Up to the new century, Spike had never been much of a natural habitat for women, although, Swarthmore being a fairly liberal place, some did serve well on staff.  But let’s face it people: college humor has always been a man’s world. It can trade on the soft currency of reportage all it cares to, but when the shit hits the fan,[1] the fuck, scat, and dick jokes constitute its gold standard. So what do outgoing editors do when their heirs apparent are women? They accept the changing of the times,[2] and the new editors triumph.

            Jeanne Gardner ’02, Christine Smallwood ’03, and Alyssa Timin ’03 brought a new twist to the world of Swarthmore college humor, one that didn’t shun the innate crudity of the institution, but that also sought to bring something of a more thoughtful, more worldly, and more academic air to the proceedings.  The work was sometimes accompanied by intense identity crises (what is the proper shape of the magazine?), but even these produced great fruits; one was equally likely to read in this incarnation of Spike a political tract or a piece of local interest as to encounter a piece of absurdist humor or a well-conceived theme issue. Indeed, Smallwood and Timin also went out with a bang with their final issue, a thirty-two page examination of things ethereal and invisible.

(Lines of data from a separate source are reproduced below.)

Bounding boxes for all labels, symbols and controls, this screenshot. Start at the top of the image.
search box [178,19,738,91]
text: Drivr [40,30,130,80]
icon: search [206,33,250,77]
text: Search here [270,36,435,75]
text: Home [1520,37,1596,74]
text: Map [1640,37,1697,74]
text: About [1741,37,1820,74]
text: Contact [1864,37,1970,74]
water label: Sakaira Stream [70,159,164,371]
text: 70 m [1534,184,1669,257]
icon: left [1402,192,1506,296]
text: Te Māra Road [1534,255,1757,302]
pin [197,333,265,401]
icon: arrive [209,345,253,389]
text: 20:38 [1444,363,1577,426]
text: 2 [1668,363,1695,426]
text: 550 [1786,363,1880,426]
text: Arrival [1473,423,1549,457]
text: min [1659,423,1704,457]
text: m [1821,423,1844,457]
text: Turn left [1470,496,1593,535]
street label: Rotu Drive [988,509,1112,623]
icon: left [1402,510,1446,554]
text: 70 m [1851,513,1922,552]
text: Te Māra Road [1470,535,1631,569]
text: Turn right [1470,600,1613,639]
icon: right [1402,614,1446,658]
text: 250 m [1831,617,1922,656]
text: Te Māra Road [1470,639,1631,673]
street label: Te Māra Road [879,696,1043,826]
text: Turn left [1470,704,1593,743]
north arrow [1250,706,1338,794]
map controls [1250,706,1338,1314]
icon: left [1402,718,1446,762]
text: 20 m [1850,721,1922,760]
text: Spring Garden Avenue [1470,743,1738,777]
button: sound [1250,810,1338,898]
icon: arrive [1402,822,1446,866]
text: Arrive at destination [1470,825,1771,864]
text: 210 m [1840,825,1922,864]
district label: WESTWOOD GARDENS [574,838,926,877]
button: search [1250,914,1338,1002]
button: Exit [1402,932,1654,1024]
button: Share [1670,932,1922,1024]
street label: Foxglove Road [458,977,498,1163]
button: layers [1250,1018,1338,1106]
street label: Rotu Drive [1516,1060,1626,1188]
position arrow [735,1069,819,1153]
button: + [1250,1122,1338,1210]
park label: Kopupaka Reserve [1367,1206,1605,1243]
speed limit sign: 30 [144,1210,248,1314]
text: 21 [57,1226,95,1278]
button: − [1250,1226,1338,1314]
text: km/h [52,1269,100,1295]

The editors of this period were not above flat-out hilarity, however. It seems that their tenure was the only one to follow a firm production schedule, despite any technical fiascos that may have occurred,[3] and this was supplemented by the white bread humor of such special parody issues as the Weakling Nudes and the Poenis. One of the most legendary of the Spike-produced humor events occurred during this period as well: “Glutton Bowl 2002,” moderated by Bill “El Wingador” Simmons, several times champion of the world in competitive chicken wing-eating, pitted the boldest members of Swarthmore’s student body against each other in a contest to see whose stomachs could stomach the most greasy meat.  The rewards for the victor may have been small, but the pools of vomit in Sharples were large indeed.

>>Modernism


[1] And the shit often hits the fan.

[2] We have it from what we consider to be an incredibly unreliable source that the editors of the Renaissance period wished to kill the magazine rather than yielding it to editors of the opposite sex. So unreliable, in fact, that it’s probably irresponsible to print it here. But in all honesty, Spike has never been that responsible.

[3] On one unfortunate occasion (we’ll call it the “Publications Server Travesty of 2001”) a large chunk of the magazine was lost due to a computer failure, yet this did not prevent the editors from feeding the humor-impoverished many of Swarthmore that semester.